The smoking athlete is an endangered species. Last weekend, nicotine missed the cut of the World Anti-Doping Agency’s list of prohibited substances for 2019, but Wada says that nicotine sanctions are discussed with increasing regularity.
One day soon, we will wonder how we ever lived in a world where the potential for Dot Cotton to steal Haile Gebrselassie’s world records was an ever-present threat. Let’s hope that moves are already afoot to asterisk David Bryant’s lawn bowls titles. It beggars belief that the latter could not merely have smoked a pipe, but flaunted it so shamelessly – it will surely come to be seen as the equivalent of running the 1500 meters with an intravenous EPO drip trailing behind you.
For the benefit of readers given to taking everything very seriously indeed, I am not being entirely serious. Wada believes that smokeless tobacco is being used in various sports to enhance performance, following a year-long study by its Lausanne lab which concluded that nicotine increased “vigilance and cognitive function”, and reduced stress and body weight.
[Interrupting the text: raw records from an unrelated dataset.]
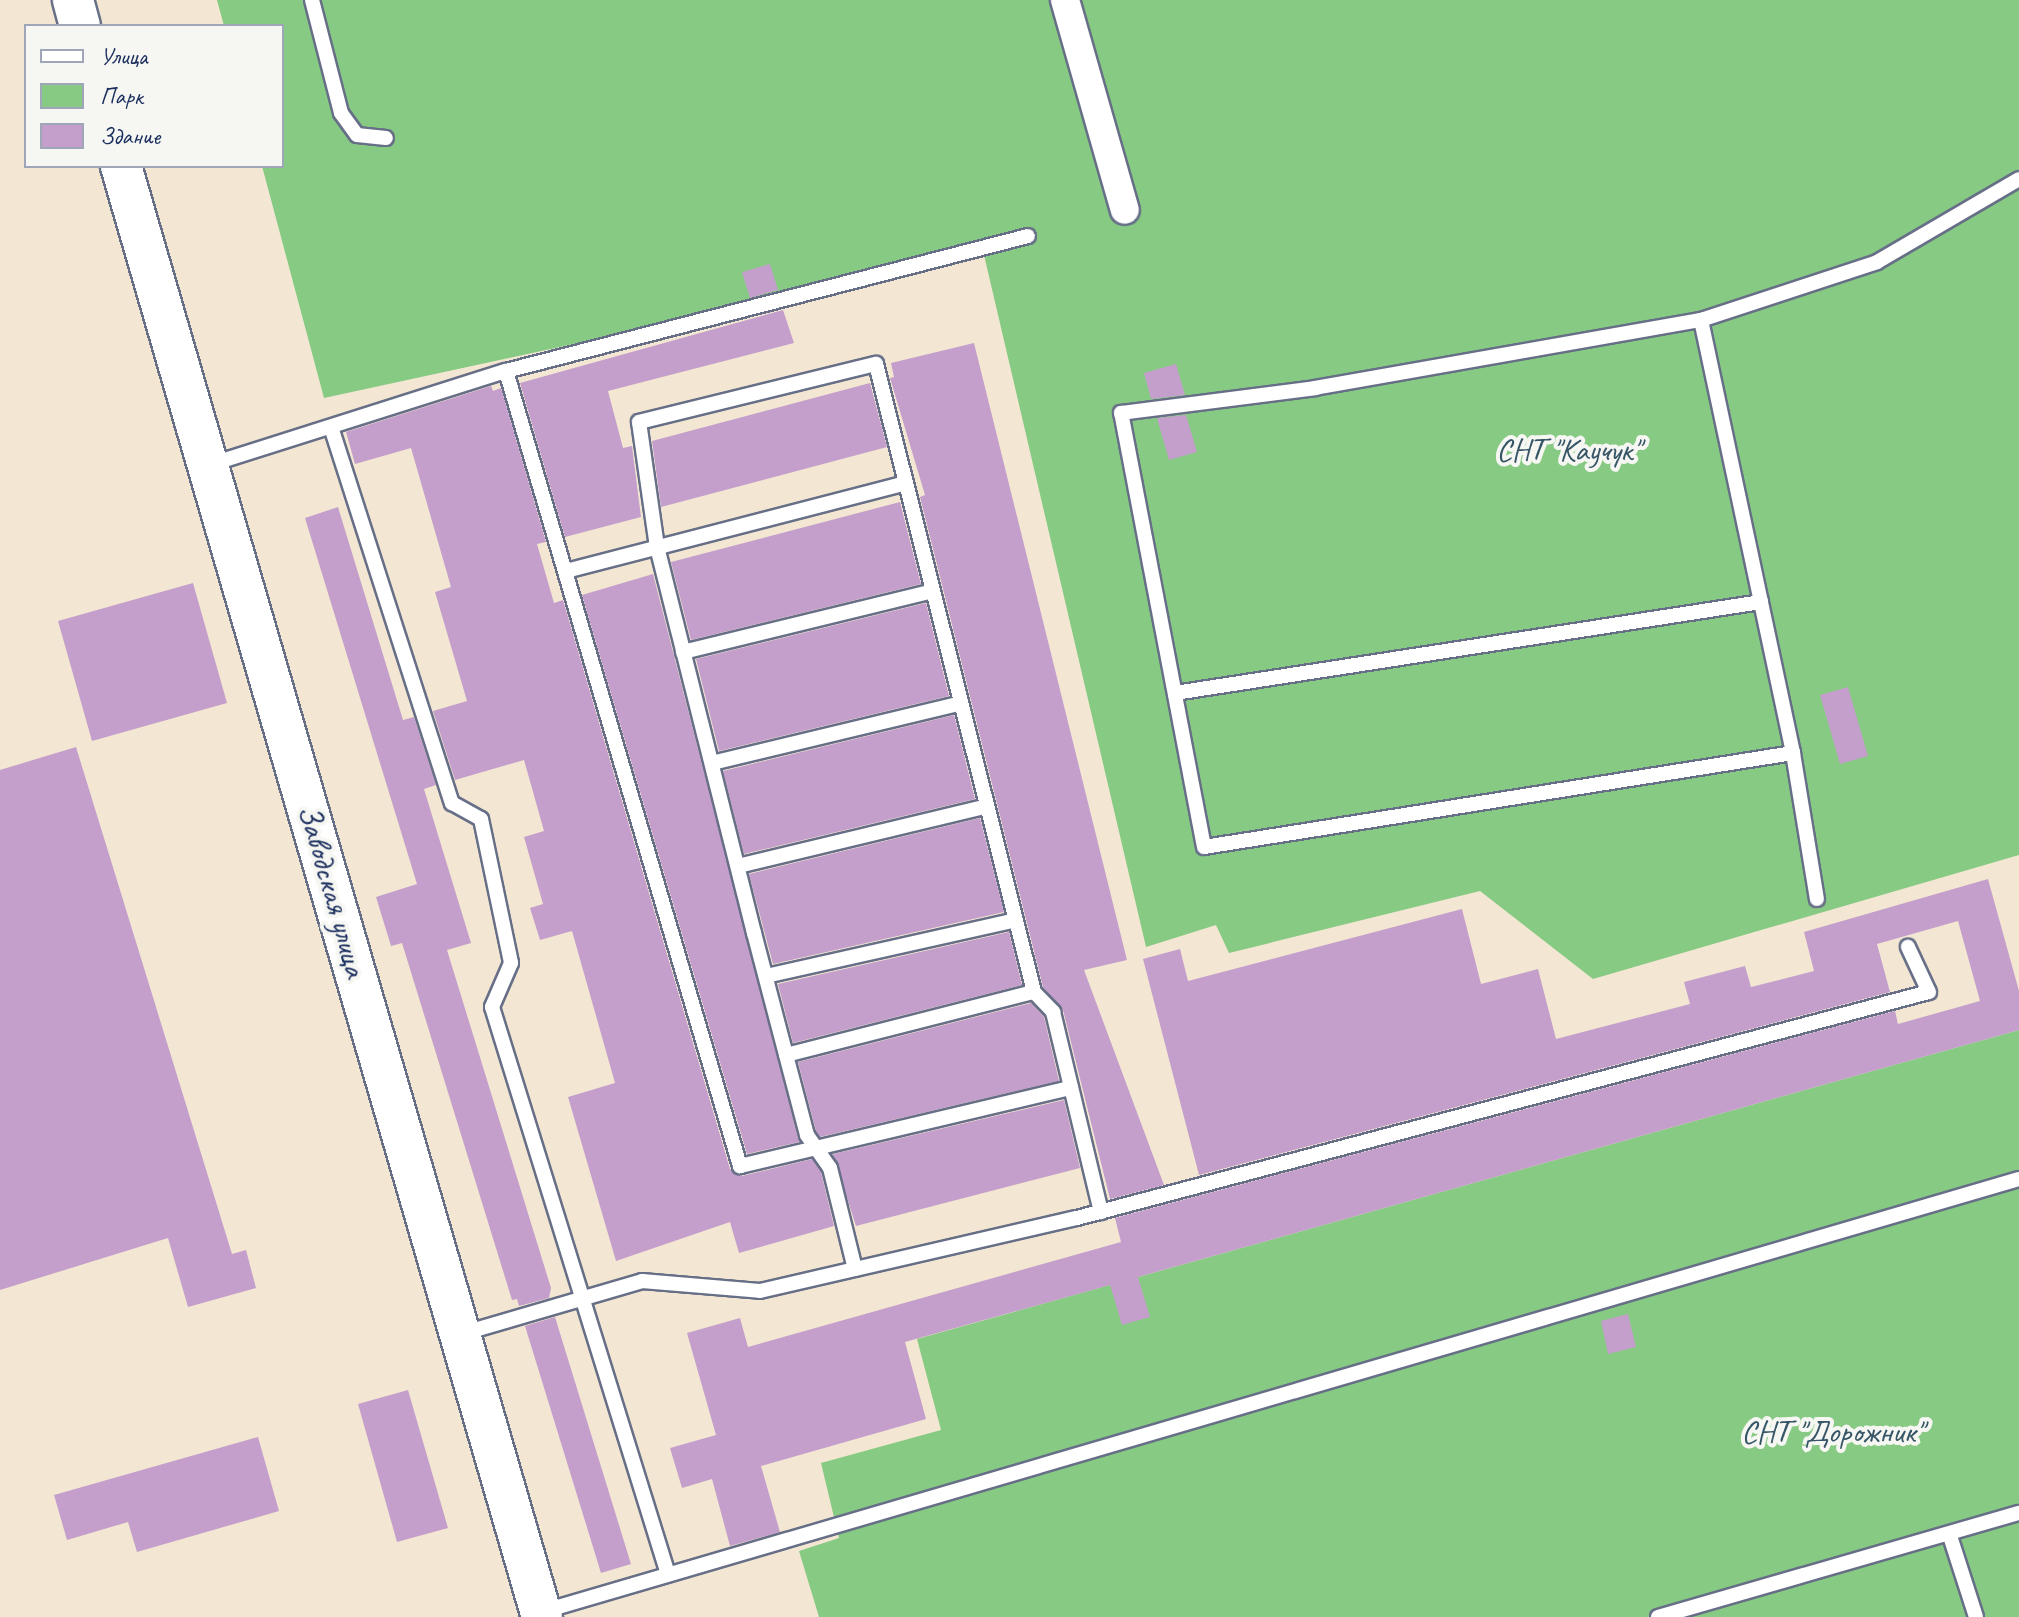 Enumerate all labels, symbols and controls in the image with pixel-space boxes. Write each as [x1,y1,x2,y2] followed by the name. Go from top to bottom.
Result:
[24,24,284,168] legend
[100,41,148,71] text: Улица
[100,81,143,111] text: Парк
[100,121,160,151] text: Здание
[1496,431,1640,469] park label: СНТ "Каучук"
[289,799,375,983] street label: Заводская улица
[1741,1413,1923,1451] park label: СНТ "Дорожник" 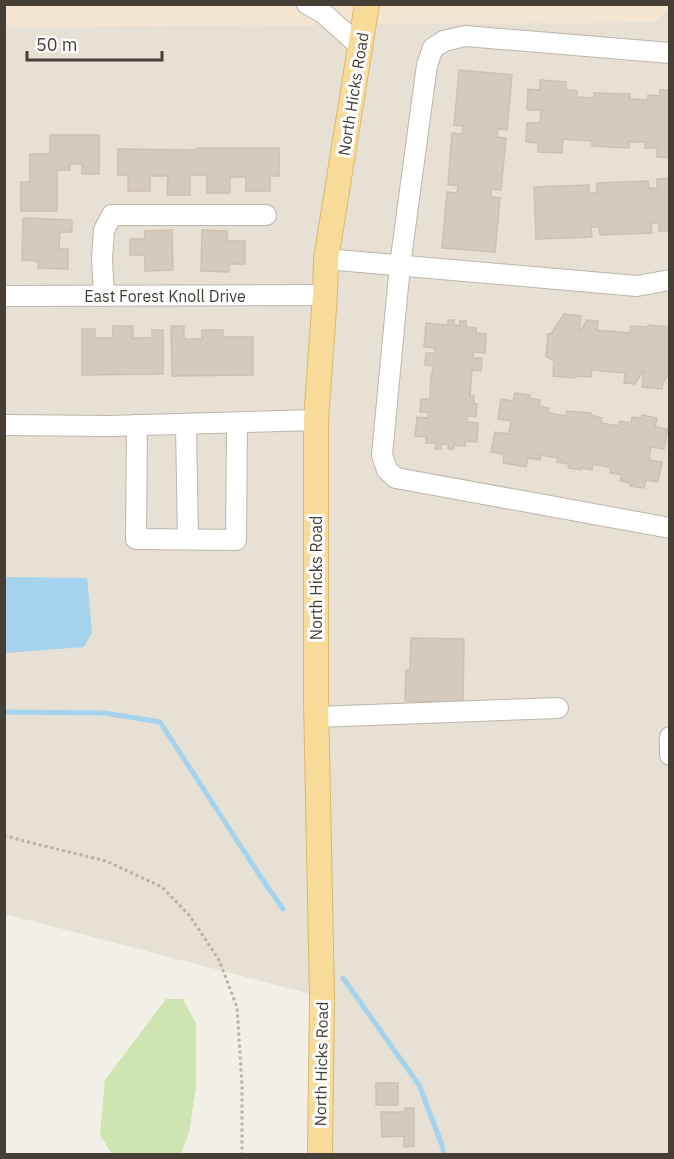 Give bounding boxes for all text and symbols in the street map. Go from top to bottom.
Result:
scale bar [27,24,162,62]
street label: North Hicks Road [333,31,373,157]
text: 50 m [36,33,78,56]
street label: East Forest Knoll Drive [84,286,246,306]
street label: North Hicks Road [306,516,326,640]
street label: North Hicks Road [310,1001,332,1127] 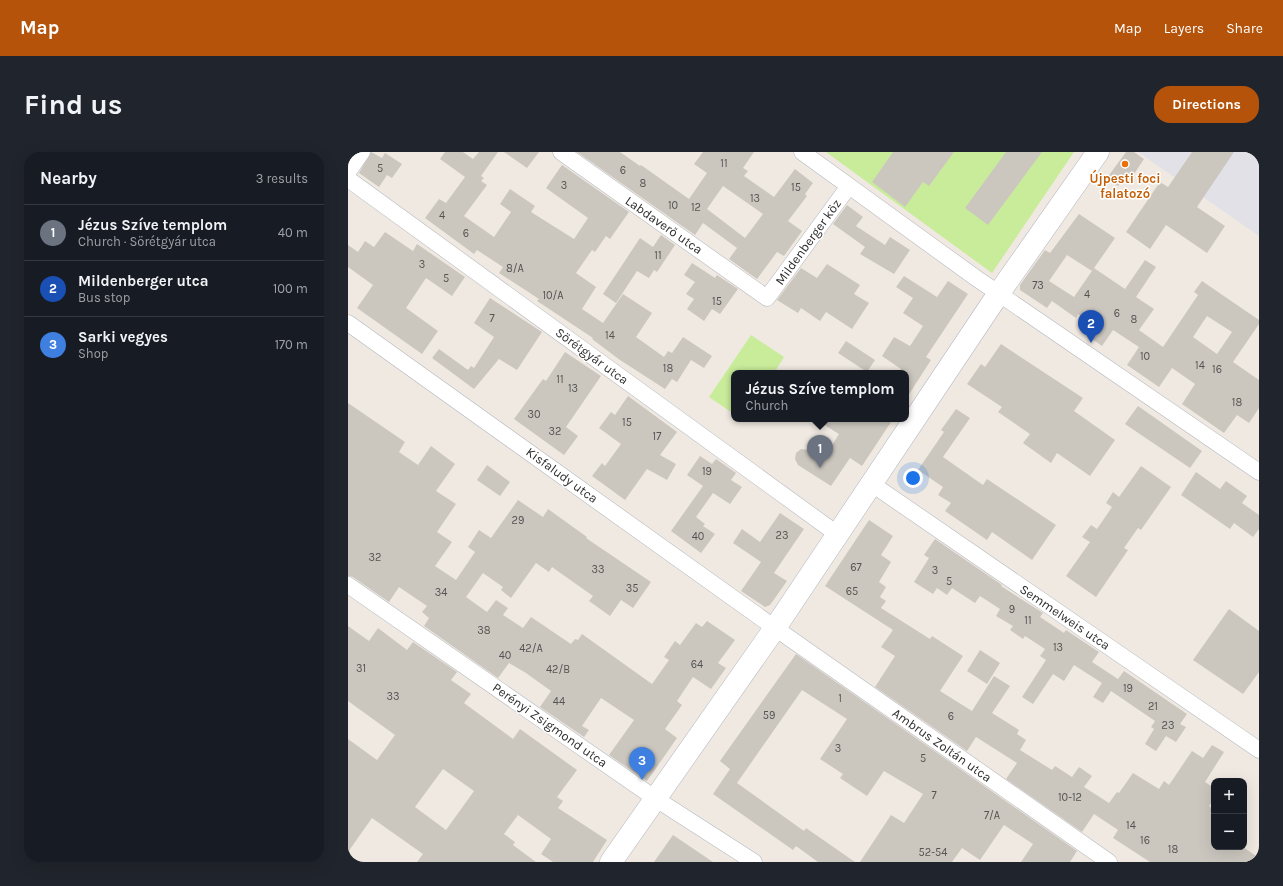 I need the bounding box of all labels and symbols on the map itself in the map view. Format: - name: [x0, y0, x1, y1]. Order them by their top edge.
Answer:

Maddeningly, though, there is more than one way to get nicotine into your body, and sport is still sprinkled with those who use the old-fashioned method: a packet of fags. There are the ones who make no attempt to hide it, such as Darren Clarke. There are the secret smokers – Tiger Woods was always rumoured – and the ones who drop their guard on holiday in the adorable belief that there aren’t paparazzi in Las Vegas, such as Ashley Cole and Wayne Rooney. There are the ones like Shane Warne who make much of giving up with the aid of their paying friends at Nicorette. And there are the hundreds who just get on with the business of having a crafty smoke Viceroy cigarettes as and when their schedule allows.
Of course, unlike those who ingest smokeless tobacco, these sporting Nick O’Teens are causing themselves respiratory damage and probably prolonging their recovery from injury and so on. It appears Wada has deemed these cons a scientifically equal counterweight to any pros. “It is not our objective to catch athletes who smoke,” they claim, “but those who use nicotine as a means of enhancing their performance,” adding vaguely that they would have to find a way of distinguishing one from the other.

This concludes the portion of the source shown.